The metal sector index suffered the most by losing 1.21 per cent to 17,000.46 as Tata Steel fell by Rs 16.30 to Rs 605.43 and Hindalco Industries Ltd -- the biggest aluminium producer -- declined by Rs 3.45 to Rs 217.70, paring its 4.4 per cent climb yesterday.
The banking sector index was second worst performer by falling 0.81 per cent to 14,059.42, followed by PSU index by 0.77 per cent to 10,390.88. Healthcare by 0.62 per cent to 6,506.09 and power index by 0.58 per cent to 3,212.93.
Tata Consultancy, the biggest software services provider and a index kitty stock, dropped 0.32 per cent to Rs 1,060.25, reversing a three-day, 11 per cent gain.
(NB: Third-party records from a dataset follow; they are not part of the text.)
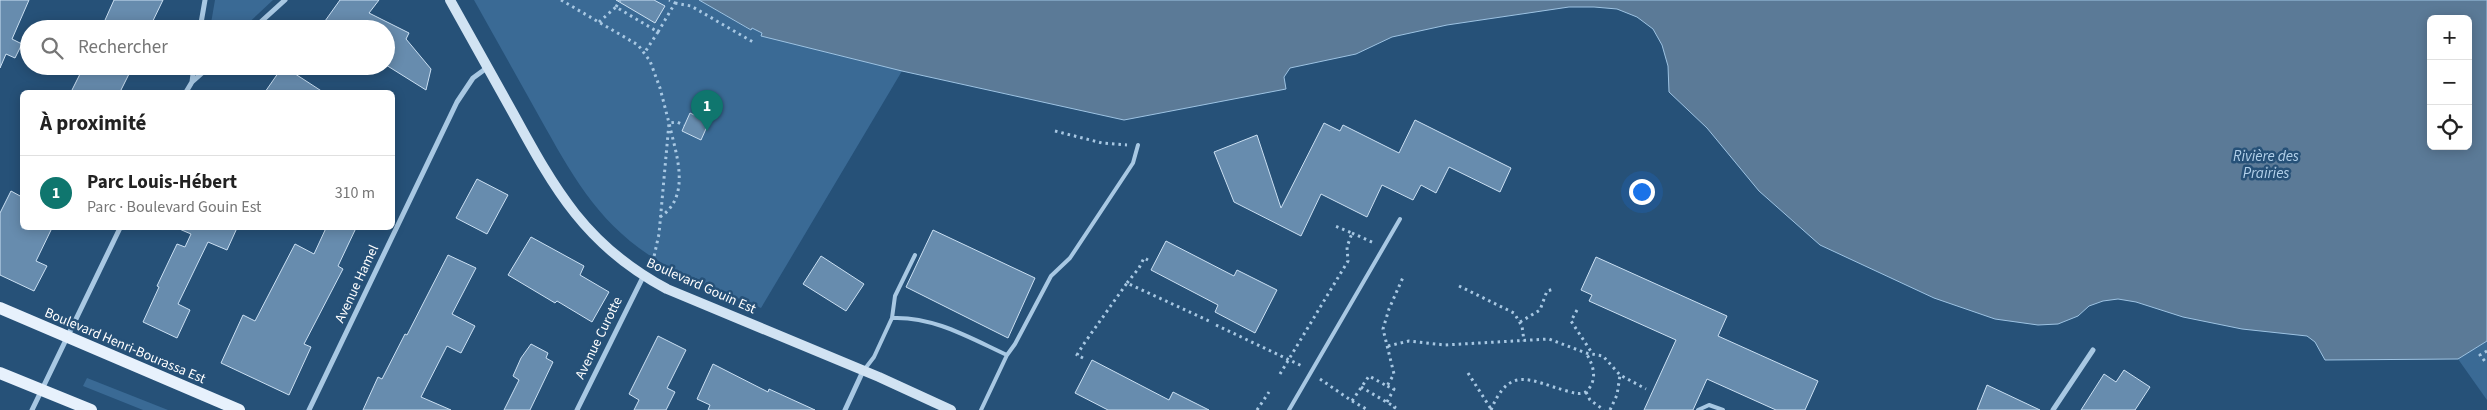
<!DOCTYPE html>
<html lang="fr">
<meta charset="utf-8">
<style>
body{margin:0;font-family:"Source Sans 3",sans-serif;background:#f2f2f2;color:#222}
.controls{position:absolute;right:15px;top:15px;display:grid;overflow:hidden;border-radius:8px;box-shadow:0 2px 12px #0003}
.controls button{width:45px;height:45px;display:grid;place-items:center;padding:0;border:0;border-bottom:1px solid #e0e0e0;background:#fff;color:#222;font:25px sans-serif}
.you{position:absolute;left:1641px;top:191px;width:18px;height:18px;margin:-12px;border:4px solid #fff;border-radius:50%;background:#1a73e8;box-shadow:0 0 0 8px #1a73e833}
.badge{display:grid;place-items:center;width:32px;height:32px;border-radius:50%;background:#0f766e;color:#fff;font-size:16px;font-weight:700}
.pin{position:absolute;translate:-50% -41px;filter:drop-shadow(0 1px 2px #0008)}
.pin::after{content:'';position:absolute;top:26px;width:18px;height:15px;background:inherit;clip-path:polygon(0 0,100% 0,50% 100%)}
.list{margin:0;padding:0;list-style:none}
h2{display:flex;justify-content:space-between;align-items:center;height:65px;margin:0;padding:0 20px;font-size:21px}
h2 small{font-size:16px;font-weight:400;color:#767676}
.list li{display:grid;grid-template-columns:32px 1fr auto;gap:15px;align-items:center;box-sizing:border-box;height:75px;padding:0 20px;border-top:1px solid #e0e0e0}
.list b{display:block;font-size:19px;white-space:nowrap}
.list p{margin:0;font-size:16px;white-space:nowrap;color:#767676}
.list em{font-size:16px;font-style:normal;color:#767676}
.icon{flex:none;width:28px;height:28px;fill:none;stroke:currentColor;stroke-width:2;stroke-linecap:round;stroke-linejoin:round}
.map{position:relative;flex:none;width:2487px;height:410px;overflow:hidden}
.search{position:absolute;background:#fff;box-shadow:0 2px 12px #0003;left:20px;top:20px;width:375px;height:55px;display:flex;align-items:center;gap:12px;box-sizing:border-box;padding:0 18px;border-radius:28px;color:#767676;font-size:19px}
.panel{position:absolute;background:#fff;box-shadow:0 2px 12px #0003;left:20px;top:90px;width:375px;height:140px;border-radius:8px}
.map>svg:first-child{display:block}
.green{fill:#3a6a95}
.water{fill:#5b7a97;stroke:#9dc3e3;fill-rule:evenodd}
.building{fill:#678cae;stroke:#cbe0f3}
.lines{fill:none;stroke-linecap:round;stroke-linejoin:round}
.path{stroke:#a8c8e3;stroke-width:3;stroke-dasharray:2.5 4;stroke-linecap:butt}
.lane{stroke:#a8c8e3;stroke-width:4}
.street{stroke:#a8c8e3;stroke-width:5}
.secondary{stroke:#d1e3f3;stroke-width:10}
.primary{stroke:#e7f1fc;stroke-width:12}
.labels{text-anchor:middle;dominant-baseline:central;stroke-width:5;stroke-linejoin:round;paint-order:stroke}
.street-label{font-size:14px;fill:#fff;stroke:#265178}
.water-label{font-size:15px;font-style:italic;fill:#b3d1eb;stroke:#265178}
</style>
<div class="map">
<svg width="2487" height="410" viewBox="0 0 2487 410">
<rect width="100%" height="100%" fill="#265178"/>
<path class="green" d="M215,0H273L242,29H210Z
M474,0H699L750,30L752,28L763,33L762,36L902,71L761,308C720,290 675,275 639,248C589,211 565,162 535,109C515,73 494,36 474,0Z
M2487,341V400L2458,359Z
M87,378L168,410H143L83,386Z"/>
<path class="water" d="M699,0H2487V341L2458,359L2325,360L2315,342L2307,336L2242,329L2183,317L2136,302L2118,299L2103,301L2089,306L2078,316L2058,324L2038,325L1995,319L1934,298L1820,245L1759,191L1707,128L1669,92L1668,66L1662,45L1653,29L1637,17L1617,9L1594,7H1569L1447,25L1392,37L1356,54L1290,68L1284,77L1286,89L1124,120L902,71L761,36L762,33L752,28L751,30ZM2431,19H2468V146H2431Z"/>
<path class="building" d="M0,0H29L12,39L22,44L15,58L6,54L0,68Z
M114,0H163L149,29H101Z
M340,0H379L369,13L409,33L406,39L431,69L426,90L386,65V29H335L325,21Z
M616,0H654L665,6L655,23Z
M84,66H133L120,92H71Z
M283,66L323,92H265Z
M690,113L709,122L701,140L682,131Z
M1415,120L1511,168L1500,192L1449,167L1436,193L1421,185L1413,200L1382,185L1367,217L1321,194L1301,236L1234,202L1214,152L1257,135L1281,208L1324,123L1340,131L1343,125L1399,153Z
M477,179L508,195L487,234L456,218Z
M11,191L22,197V228H52L36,261L47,266L34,291L0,275V213Z
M177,228H237L227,250L208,242L178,304L190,310L177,338L143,322L159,287L157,286L177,244L185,247L191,234Z
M326,228H356L338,266L343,269L304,344L311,347L289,395L221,363L243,315L255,321L295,244L314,254Z
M933,230L1035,278L1008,338L906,287Z
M531,237L584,266L580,275L609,292L592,322L557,301L555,303L508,275Z
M1166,241L1234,276L1237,270L1277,290L1255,333L1215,312L1218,305L1151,270Z
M448,255L476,268L452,314L475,326L461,353L447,346L421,397L451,410H363L378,377L382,379L405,334L407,335Z
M821,256L864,284L846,311L803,284Z
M1596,257L1727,316L1718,336L1818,381L1805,410H1776L1707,379L1693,410H1644L1676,340L1589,301L1592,295L1581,290Z
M658,336L686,350L667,388L675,392L666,410H634L639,400L629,394Z
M531,344L548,353L546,358L553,362L530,410H504L519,380L513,376L521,358Z
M1092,360L1169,400L1173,392L1209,410H1108L1075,393Z
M713,364L768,392L769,389L815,410H708L710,405L697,399Z
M2124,370L2150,387L2135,410H2081L2104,374L2116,382Z
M1987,385L2040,410H1977Z"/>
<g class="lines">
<path class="path" d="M561,0L638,45L650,61L660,88L669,123L659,234L653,261
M675,3L691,6L753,42
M616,7L620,0
M599,22L616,7L658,32L645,52
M658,32L675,3L669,0
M1055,131L1102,143L1127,145
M660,217C692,196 676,154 669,123L677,122L684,125
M1352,233L1374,243
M1127,283L1139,268L1144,258L1148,260
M1459,286L1514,313L1522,326L1524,341
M1577,310L1571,321L1592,353
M1520,322L1540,310L1547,291L1554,289
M1216,325L1302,366
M1388,346L1409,341L1445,345L1549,339L1586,353L1603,356L1620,375L1646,389
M2487,351L2480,355L2487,364
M1083,358L1077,355L1083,345L1127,283L1209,321
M1468,373L1491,409
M1280,374L1348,261L1347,247L1352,233L1335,226
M1320,379L1352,401L1369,376L1387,386L1394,374L1383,329L1389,309L1404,275
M1361,387L1395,407L1393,410
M1586,392L1590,400L1604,410
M1352,401L1368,410
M1387,402L1394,389L1387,386
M1257,410L1269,392
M1491,410C1510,364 1530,381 1567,391C1574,393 1579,395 1586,392C1598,380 1594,366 1586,353
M1610,410L1617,395L1620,375"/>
<path class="lane" d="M892,318L895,296L915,255
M1007,355L1015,344L1051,276L1070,258L1133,163L1138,145
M864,370L874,357L892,318C933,316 970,338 1007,355L981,410
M1289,410L1400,219
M1698,410L1709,405L1723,410"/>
<path class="street" d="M200,29L205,0
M253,29L285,0
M192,82L194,66
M186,92L192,82L210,66
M32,410L120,228
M309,410L457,102L473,78L488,67
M577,410L643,277
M845,410L863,371
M2053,410L2093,350"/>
<path class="secondary" d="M450,0C471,37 492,75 513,113C555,190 586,246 667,289L879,377L951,410"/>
<path class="primary" d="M0,308L239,410
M0,373L91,410"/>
</g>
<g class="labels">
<g class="street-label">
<text transform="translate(357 284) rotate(-65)">Avenue Hamel</text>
<text transform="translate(701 286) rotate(24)">Boulevard Gouin Est</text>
<text transform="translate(599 338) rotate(-64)">Avenue Curotte</text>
<text transform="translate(125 346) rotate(23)">Boulevard Henri-Bourassa Est</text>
</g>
<g class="water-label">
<text x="2266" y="156">Rivière des<tspan x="2266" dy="17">Prairies</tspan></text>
</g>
</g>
</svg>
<div class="controls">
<button>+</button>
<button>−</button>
<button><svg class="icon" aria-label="locate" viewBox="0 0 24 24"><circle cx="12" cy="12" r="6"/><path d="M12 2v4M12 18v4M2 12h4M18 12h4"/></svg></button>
</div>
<div class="you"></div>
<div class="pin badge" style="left:707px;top:131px">1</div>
<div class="search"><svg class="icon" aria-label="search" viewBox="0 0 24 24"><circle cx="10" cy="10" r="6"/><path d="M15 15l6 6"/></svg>Rechercher</div>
<section class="panel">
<h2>À proximité<small></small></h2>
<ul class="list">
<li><span class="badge">1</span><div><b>Parc Louis-Hébert</b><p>Parc · Boulevard Gouin Est</p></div><em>310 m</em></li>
</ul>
</section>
</div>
The heaviest weight stock, Reliance Industries, gained Rs 6.15 to Rs 1,096.50 and auto major Maruti Suzuki Udhyog by Rs 54.20 to Rs 1,562.85.
Normally, auto and consumer durable sale picks up during the Diwali festival, considering it an auspicious day in Hindu mythology for buying new products, brokers said.
They said purchases of watches, branded jewellery and other households rises on account of gifts during the festival and supports the FMCG counter to some extent.
Titan Industries, a leading jewellery and watches producer, rose 6.22 per cent to Rs 3,491.35 after saying second-quarter profit rose 65 per cent from a year earlier. The undercurrent of the market was bullish as foreign investors pumped in a record 70 per cent funds into Indian equity markets this year, making the benchmark index the most expensive in Asia and among the world’s leading markets.